Yes we do. From readers to potential investors and even the team, we have enjoyed support and encouragement from every quarter. From Abhijeet’s unstinted support from the start to the addition of his wife, Diksha to our team, from working on one title to begin with from Harsho to now working on over 4 titles with him, publishing the best of Anupam’s secret stash of stories to earning the trust of new artists and launching their series, I think we have been very lucky. The best start to our year, however came from twitter when one of our readers tweeted that his copy of TCC comics is one the things he most looks forward to in 2013. That was the icing on the cake.
Would you also be marketing your titles outside India?
We will be marketing our titles the world over and also across newer reading appliances and avenues. We are also in talks with several International collaborators to take this forward.
What is the current team strength at TCC?
We are a team of 25 likeminded and passionate individuals with different skill sets and growing every day.
Your last assignment was with Hanmer MS&L Communications Pvt. Limited as a Principal Consultant specializing in financial services PR as a communications strategist and consultant. Tell us about the transition? Tell us about your personal journey?
While in Hanmer, I would still write for Amar Chitra Katha as a freelance writer so actually the TCC transition is simply the merging of two roles – that of a marketer and brand consultant and that of a writer into one. The simplest way for me to have achieved this was to become a good storyteller – for brands through Isai and for original stories through Oviyam.
I think all my professional training and experiences have come full circle with the inception of TCC. With TCC, I have managed to combine my interests and passion with my profession. TCC is what gets me out of bed every morning, charged with passion and a zeal that 14 years of work outside haven’t managed to do.
Every new start has some bumps and blocks, what did you’ll have to face?

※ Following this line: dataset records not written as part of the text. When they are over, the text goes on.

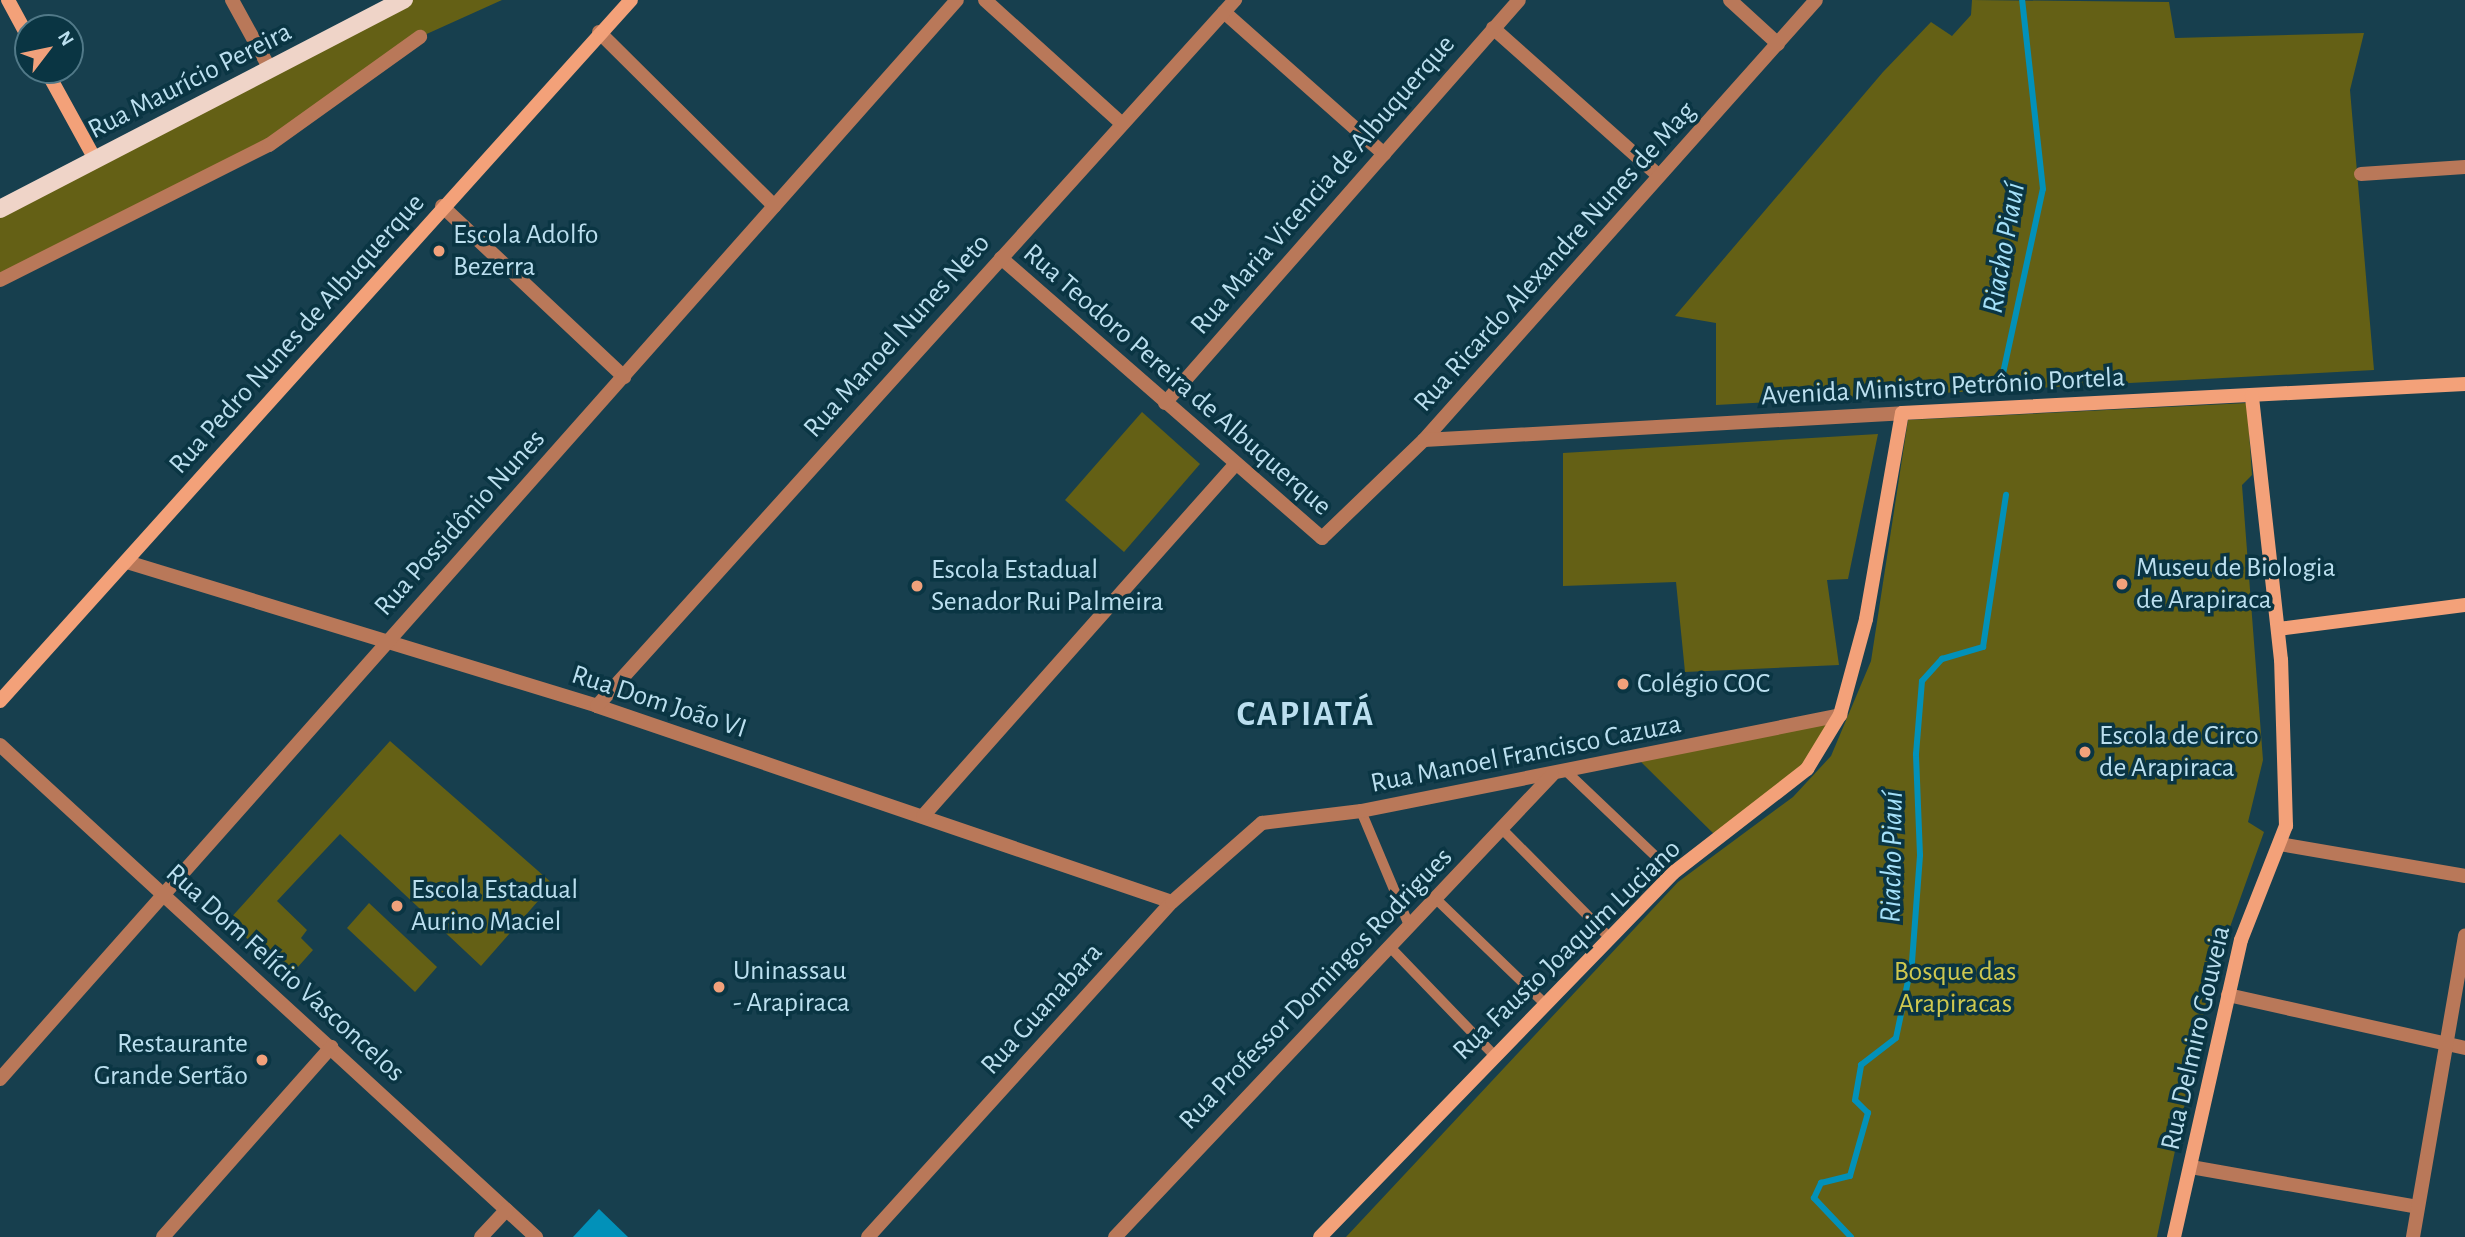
<!DOCTYPE html>
<html>
<head>
<meta charset="utf-8">
<style>
	body { margin:0 }
	#map { position:relative; width:2465px; height:1237px; overflow:hidden; background:#173f4e; font-family:"Alegreya Sans",sans-serif }
	div>[style] { position:absolute }
	.green>* { inset:0; background:#646015 }
	.water>* { inset:0; background:#0291b9 }
	.stream>* { height:6px; margin:-3px; padding:0 3px; transform-origin:3px; border-radius:3px; background:#0291b9 }
	.lane>* { height:10px; margin:-5px; padding:0 5px; transform-origin:5px; border-radius:5px; background:#b97859 }
	.street>* { height:14px; margin:-7px; padding:0 7px; transform-origin:7px; border-radius:7px; background:#b97859 }
	.secondary>* { height:14px; margin:-7px; padding:0 7px; transform-origin:7px; border-radius:7px; background:#f3a179 }
	.primary>* { height:18px; margin:-9px; padding:0 9px; transform-origin:9px; border-radius:9px; background:#efd4c8 }
	.dots>* { width:19px; height:19px; translate:-50% -50%; box-sizing:border-box; border:4px solid #0a3543; border-radius:50% }
	span { translate:-50% -50%; white-space:nowrap; text-align:center; line-height:1.15; -webkit-text-stroke:7px #0a3543; paint-order:stroke }
	.street-label { font-size:28px; color:#bbdfef }
	.poi-label { font-size:28px; color:#bbdfef }
	.left { translate:0 -50%; text-align:left }
	.right { translate:-100% -50%; text-align:right }
	.park-label { font-size:28px; color:#cfc84f }
	.water-label { font-size:30px; color:#a5e1fa; font-style:italic }
	.district-label { font-size:35px; color:#bbdfef; font-weight:700; letter-spacing:2px }
	.north { position:absolute; left:14px; top:14px; width:70px; height:70px; box-sizing:border-box; background:#0a3543; border:2px solid #517988; border-radius:50%; rotate:58deg; font-size:19px; font-weight:700; line-height:28px; text-align:center; color:#bbdfef }
	.north::after { content:''; display:block; margin:auto; width:24px; height:32px; background:#f1a17b; clip-path:polygon(50% 0,100% 100%,50% 72%,0 100%) }
</style>
</head>
<body>
<div id="map">
	<div class="green">
		<div style="clip-path:polygon(404px 0,502px 0,420px 37px,269px 145px,0 280px,0 209px)"></div>
		<div style="clip-path:polygon(1972px 0,2169px 2px,2175px 38px,2364px 33px,2350px 90px,2374px 370px,1716px 405px,1716px 323px,1675px 316px,1883px 72px,1931px 22px,1952px 36px,1971px 15px)"></div>
		<div style="clip-path:polygon(2247px 403px,2252px 475px,2242px 485px,2263px 760px,2248px 822px,2264px 832px,2210px 983px,2157px 1237px,1346px 1237px,1678px 882px,1793px 797px,1831px 756px,1871px 661px,1908px 420px)"></div>
		<div style="clip-path:polygon(1142px 412px,1200px 464px,1124px 552px,1065px 500px)"></div>
		<div style="clip-path:polygon(1878px 434px,1848px 579px,1827px 580px,1839px 665px,1685px 672px,1676px 582px,1563px 586px,1563px 453px)"></div>
		<div style="clip-path:polygon(1840px 715px,1807px 769px,1719px 839px,1637px 758px)"></div>
		<div style="clip-path:polygon(390px 741px,553px 884px,481px 966px,340px 834px,277px 901px,307px 930px,301px 938px,313px 950px,289px 977px,228px 921px)"></div>
		<div style="clip-path:polygon(369px 903px,437px 967px,415px 992px,347px 928px)"></div>
	</div>
	<div class="water">
		<div style="clip-path:polygon(599px 1209px,628px 1237px,573px 1237px)"></div>
	</div>
	<div class="stream">
		<div style="left:2002px;top:378px;width:193px;rotate:-77.8deg"></div>
		<div style="left:2043px;top:189px;width:190px;rotate:-96.3deg"></div>
		<div style="left:1851px;top:1237px;width:54px;rotate:-133.5deg"></div>
		<div style="left:1814px;top:1198px;width:17px;rotate:-65deg"></div>
		<div style="left:1821px;top:1183px;width:30px;rotate:-14deg"></div>
		<div style="left:1850px;top:1176px;width:66px;rotate:-74.1deg"></div>
		<div style="left:1868px;top:1113px;width:18px;rotate:-135deg"></div>
		<div style="left:1855px;top:1100px;width:36px;rotate:-80deg"></div>
		<div style="left:1861px;top:1065px;width:44px;rotate:-37.6deg"></div>
		<div style="left:1896px;top:1038px;width:78px;rotate:-78.1deg"></div>
		<div style="left:1912px;top:962px;width:107px;rotate:-85.7deg"></div>
		<div style="left:1920px;top:855px;width:101px;rotate:-92.3deg"></div>
		<div style="left:1916px;top:754px;width:73px;rotate:-85.3deg"></div>
		<div style="left:1922px;top:681px;width:30px;rotate:-48deg"></div>
		<div style="left:1942px;top:659px;width:43px;rotate:-16.3deg"></div>
		<div style="left:1983px;top:647px;width:154px;rotate:-81.4deg"></div>
	</div>
	<div class="lane">
		<div style="left:1567px;top:772px;width:146px;rotate:43.6deg"></div>
		<div style="left:1361px;top:811px;width:121px;rotate:67.2deg"></div>
		<div style="left:1502px;top:829px;width:152px;rotate:45.3deg"></div>
		<div style="left:1435px;top:898px;width:151px;rotate:43.9deg"></div>
		<div style="left:1389px;top:946px;width:150px;rotate:46.1deg"></div>
	</div>
	<div class="street">
		<div style="left:232px;top:0;width:79px;rotate:61.2deg"></div>
		<div style="left:985px;top:0;width:181px;rotate:42.1deg"></div>
		<div style="left:1730px;top:0;width:65px;rotate:42.5deg"></div>
		<div style="left:1224px;top:12px;width:214px;rotate:41.6deg"></div>
		<div style="left:1493px;top:28px;width:222px;rotate:41.7deg"></div>
		<div style="left:599px;top:32px;width:247px;rotate:44.8deg"></div>
		<div style="left:2361px;top:174px;width:104px;rotate:-3.9deg"></div>
		<div style="left:442px;top:206px;width:250px;rotate:43.2deg"></div>
		<div style="left:1001px;top:258px;width:426px;rotate:41.1deg"></div>
		<div style="left:1322px;top:538px;width:141px;rotate:-43.9deg"></div>
		<div style="left:1424px;top:440px;width:589px;rotate:-48.3deg"></div>
		<div style="left:0;top:280px;width:301px;rotate:-26.7deg"></div>
		<div style="left:269px;top:145px;width:186px;rotate:-35.6deg"></div>
		<div style="left:1165px;top:403px;width:536px;rotate:-48.7deg"></div>
		<div style="left:1424px;top:440px;width:479px;rotate:-3.2deg"></div>
		<div style="left:127px;top:562px;width:492px;rotate:17deg"></div>
		<div style="left:597px;top:706px;width:607px;rotate:18.82deg"></div>
		<div style="left:597px;top:706px;width:952px;rotate:-47.9deg"></div>
		<div style="left:0;top:745px;width:728px;rotate:42.55deg"></div>
		<div style="left:923px;top:816px;width:470px;rotate:-48.4deg"></div>
		<div style="left:2280px;top:844px;width:188px;rotate:9.8deg"></div>
		<div style="left:2228px;top:995px;width:243px;rotate:12.6deg"></div>
		<div style="left:0;top:1079px;width:1442px;rotate:-48.43deg"></div>
		<div style="left:2191px;top:1167px;width:230px;rotate:10deg"></div>
		<div style="left:163px;top:1237px;width:254px;rotate:-48.5deg"></div>
		<div style="left:481px;top:1237px;width:37px;rotate:-47deg"></div>
		<div style="left:868px;top:1237px;width:452px;rotate:-47.8deg"></div>
		<div style="left:1172px;top:902px;width:120px;rotate:-41.3deg"></div>
		<div style="left:1262px;top:823px;width:100px;rotate:-6.9deg"></div>
		<div style="left:1361px;top:811px;width:489px;rotate:-11.3deg"></div>
		<div style="left:1115px;top:1237px;width:636px;rotate:-46.59deg"></div>
		<div style="left:2413px;top:1237px;width:306px;rotate:-80.2deg"></div>
	</div>
	<div class="secondary">
		<div style="left:8px;top:0;width:42px;rotate:61.6deg"></div>
		<div style="left:46px;top:70px;width:102px;rotate:61.2deg"></div>
		<div style="left:2278px;top:629px;width:189px;rotate:-7.3deg"></div>
		<div style="left:0;top:701px;width:943px;rotate:-48.01deg"></div>
		<div style="left:1320px;top:1237px;width:507px;rotate:-45.88deg"></div>
		<div style="left:1673px;top:873px;width:170px;rotate:-37.8deg"></div>
		<div style="left:1807px;top:769px;width:63px;rotate:-58.6deg"></div>
		<div style="left:1840px;top:715px;width:99px;rotate:-74.8deg"></div>
		<div style="left:1866px;top:619px;width:209px;rotate:-80.1deg"></div>
		<div style="left:1902px;top:413px;width:564px;rotate:-2.95deg"></div>
		<div style="left:2174px;top:1237px;width:304px;rotate:-77.3deg"></div>
		<div style="left:2241px;top:940px;width:123px;rotate:-68.5deg"></div>
		<div style="left:2286px;top:826px;width:166px;rotate:-91.7deg"></div>
		<div style="left:2281px;top:660px;width:266px;rotate:-96.3deg"></div>
	</div>
	<div class="primary">
		<div style="left:0;top:209px;width:455px;rotate:-27.4deg"></div>
	</div>
	<div class="dots">
		<div style="left:439px;top:251px;background:#f1a17b"></div>
		<div style="left:2122px;top:584px;background:#f1a17b"></div>
		<div style="left:917px;top:586px;background:#f1a17b"></div>
		<div style="left:1623px;top:684px;background:#f1a17b"></div>
		<div style="left:2085px;top:752px;background:#f1a17b"></div>
		<div style="left:397px;top:906px;background:#f1a17b"></div>
		<div style="left:719px;top:987px;background:#f1a17b"></div>
		<div style="left:262px;top:1060px;background:#f1a17b"></div>
	</div>
	<div class="street-label">
		<span style="left:190px;top:81px;rotate:-27deg">Rua Maurício Pereira</span>
		<span style="left:1323px;top:185px;rotate:-49deg">Rua Maria Vicencia de Albuquerque</span>
		<span style="left:1555px;top:257px;rotate:-48deg">Rua Ricardo Alexandre Nunes de Mag</span>
		<span style="left:297px;top:334px;rotate:-48deg">Rua Pedro Nunes de Albuquerque</span>
		<span style="left:897px;top:336px;rotate:-48deg">Rua Manoel Nunes Neto</span>
		<span style="left:1177px;top:380px;rotate:41deg">Rua Teodoro Pereira de Albuquerque</span>
		<span style="left:1943px;top:387px;rotate:-3deg">Avenida Ministro Petrônio Portela</span>
		<span style="left:460px;top:523px;rotate:-48deg">Rua Possidônio Nunes</span>
		<span style="left:659px;top:702px;rotate:18deg">Rua Dom João VI</span>
		<span style="left:1526px;top:754px;rotate:-11deg">Rua Manoel Francisco Cazuza</span>
		<span style="left:1567px;top:950px;rotate:-44deg">Rua Fausto Joaquim Luciano</span>
		<span style="left:285px;top:973px;rotate:42deg">Rua Dom Felício Vasconcelos</span>
		<span style="left:1316px;top:989px;rotate:-46deg">Rua Professor Domingos Rodrigues</span>
		<span style="left:1042px;top:1009px;rotate:-48deg">Rua Guanabara</span>
		<span style="left:2196px;top:1038px;rotate:-77deg">Rua Delmiro Gouveia</span>
	</div>
	<div class="poi-label">
		<span class="left" style="left:453px;top:251px">Escola Adolfo<br>Bezerra</span>
		<span class="left" style="left:2136px;top:584px">Museu de Biologia<br>de Arapiraca</span>
		<span class="left" style="left:931px;top:586px">Escola Estadual<br>Senador Rui Palmeira</span>
		<span class="left" style="left:1637px;top:684px">Colégio COC</span>
		<span class="left" style="left:2099px;top:752px">Escola de Circo<br>de Arapiraca</span>
		<span class="left" style="left:411px;top:906px">Escola Estadual<br>Aurino Maciel</span>
		<span class="left" style="left:733px;top:987px">Uninassau<br>- Arapiraca</span>
		<span class="right" style="left:248px;top:1060px">Restaurante<br>Grande Sertão</span>
	</div>
	<div class="park-label">
		<span style="left:1955px;top:988px">Bosque das<br>Arapiracas</span>
	</div>
	<div class="water-label">
		<span style="left:2004px;top:248px;rotate:-80deg">Riacho Piauí</span>
		<span style="left:1892px;top:857px;rotate:-89deg">Riacho Piauí</span>
	</div>
	<div class="district-label">
		<span style="left:1306px;top:715px">CAPIATÁ</span>
	</div>
	<div class="north">N</div>
</div>
</body>
</html>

The challenges we face are twofold. One, given as TCC is a company with unique product offerings, educating clients and consumers about what we do and how we do it differently is something we face every day. We are an Indian Company that challenges traditional perceptions while ensuring our working, discipline and quality match international standards – a concept that is yet to find resonance in Indian markets but given the progress, we have thus far made, we are hoping to change this soon.
The second challenge is funding. We are so far self funded and as other bootstrapping start ups, we are unable to grow at a pace that our demand is growing. Given the paucity of funds, we are unable to scale up faster as we would ideally want to. But having said that, we are still self sustainable to reach levels we want t, although our pace would then be a tad bit slower.
What else can we expect from you in 2013?
Well, you can expect a load of firsts from us in 2013 starting with our launches and marketing strategies as we launch some interesting projects that we have in the pipeline to redefine not just content but even readership audiences.
We simply hope that 3 years down the line, when we revisit this interview, we would have managed to achieve everything we have said here and definitely more as well.